DESCRIPTION OF THE TASK: Every line of the material must be restated exactly, though not its pictures.

(Beginning of INPUT MATERIAL)

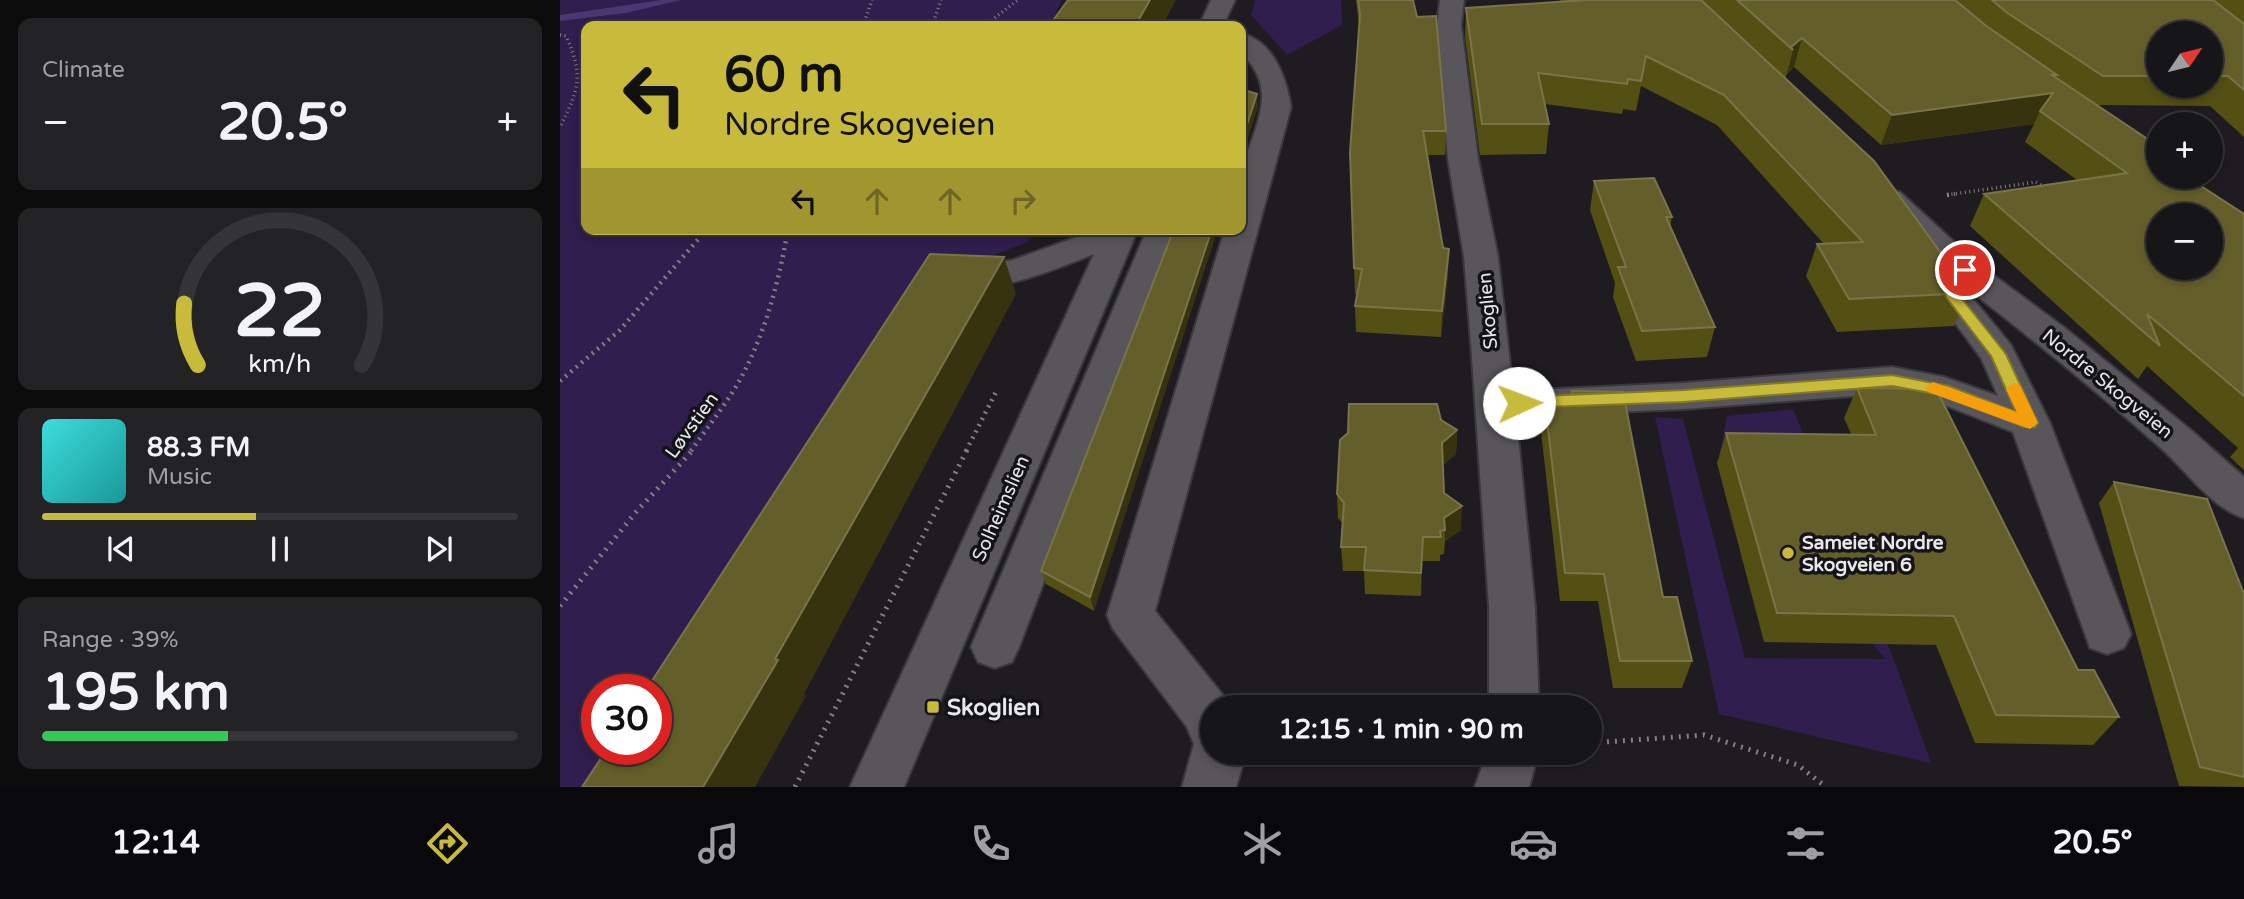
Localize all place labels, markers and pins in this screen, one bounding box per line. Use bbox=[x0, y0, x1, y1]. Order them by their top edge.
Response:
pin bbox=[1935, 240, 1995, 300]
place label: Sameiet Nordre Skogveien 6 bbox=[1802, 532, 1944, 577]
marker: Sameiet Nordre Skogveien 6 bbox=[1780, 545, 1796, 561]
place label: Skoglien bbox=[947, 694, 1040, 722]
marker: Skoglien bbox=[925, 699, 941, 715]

(End of INPUT MATERIAL)

RESULT OF THIS TASK:
Localize all place labels, markers and pins in this screen, one bounding box per line. Use bbox=[x0, y0, x1, y1]. Order them by their top edge.
Response:
pin bbox=[1935, 240, 1995, 300]
place label: Sameiet Nordre Skogveien 6 bbox=[1802, 532, 1944, 577]
marker: Sameiet Nordre Skogveien 6 bbox=[1780, 545, 1796, 561]
place label: Skoglien bbox=[947, 694, 1040, 722]
marker: Skoglien bbox=[925, 699, 941, 715]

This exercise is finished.